To represent Logical OR, scroll down in the SSIS Expression Language Operators list and drag Logical OR into the case Condition expression to the right of the closing parenthesis:
Add opening and closing parentheses after the Conditional OR operator (“||”) as shown in Figure 18:
Drag the MiddleName column from the Columns virtual folder in the upper-left section of the Conditional Split Transformation Editor into the parentheses:
Drag (or type) an Unequal SSIS Expression Language operator to the right of the MiddleName column and then drag the LkUp_MiddleName column between the unequal operator and the end parenthesis as shown in Figure 20:
Again, we’re at a stage where the case Condition validates. The condition tests for differences between the FirstName and LkUp_FirstName columns, or differences between the MiddleName and LkUp_MiddleName columns. Two down, one to go.
I’m not going to walk you through this one. I’m simply going to tell you to take the necessary steps to add the logic for “OR LastName does not equal LkUp_LastName”. When complete, your case Condition expression should read as shown in Figure 21:
Before we close the Conditional Split Transformation Editor, let’s rename the Output from Case 1 to Updated Rows. You may be bothered by unnecessary brackets in the expression – I am. In Figure 22, I clean out the unnecessary brackets and white space to make the SSIS Expression in the Condition more aesthetic:
What have we accomplished? The rows that flow into the Conditional Split Transformation are sent to it from the Lookup Transformation’s Match Output. That means in each of these rows, the Email column contains the same data as the LkUp_Email column – Email and LkUp_Email are the columns used by the Lookup Transformation to perform the Match operation. We configured a Condition in the Conditional Split Transformation and named it “Updated Rows”. The Updated Rows condition traps rows where there is a difference between either (one, some, or even all) of the remaining three column values and their “LkUp_” counterparts flowing into the Conditional Split Transformation: FirstName, MiddleName, or LastName.
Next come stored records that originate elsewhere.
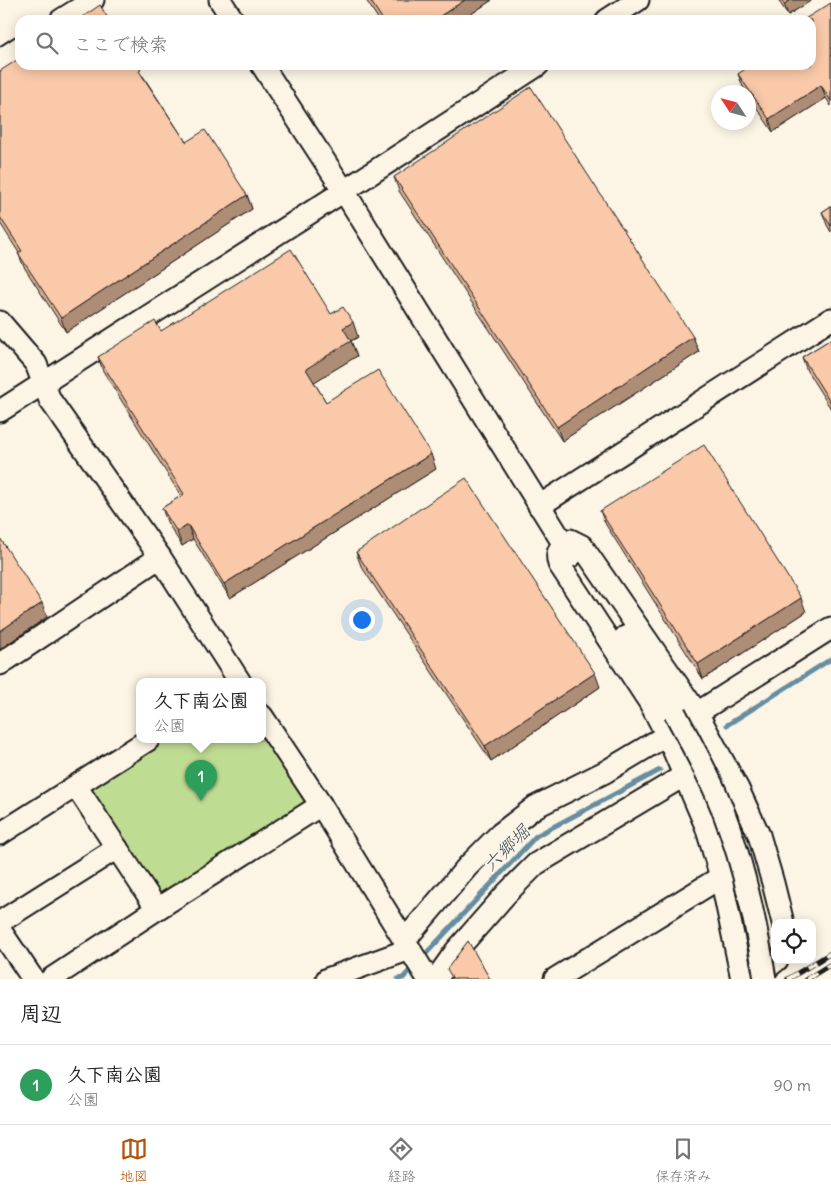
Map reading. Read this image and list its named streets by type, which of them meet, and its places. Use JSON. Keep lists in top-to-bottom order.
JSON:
{
  "water": ["六郷堀"],
  "north": "top left",
  "page": {
    "search": "ここで検索",
    "popup": ["久下南公園", "公園"],
    "pins": "1",
    "heading": "周辺",
    "list": [
      {
        "mark": "1",
        "name": "久下南公園",
        "note": "公園",
        "value": "90 m"
      }
    ],
    "nav": ["地図", "経路", "保存済み"]
  }
}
It’s important to note that the Conditional Split Transformation diverts rows to different outputs. When we defined a condition above, we also created a new output – a new path – from which data can flow out of the Conditional Split Transformation.
“Ok, Andy. What about the rows where the source column values are the same as their matching destination column values?” That is an excellent question! If you look below the grid where we just defined the Updated Rows condition, you will see the Default Output Name.
This is where rows that match no conditions are sent in a Conditional Split Transformation.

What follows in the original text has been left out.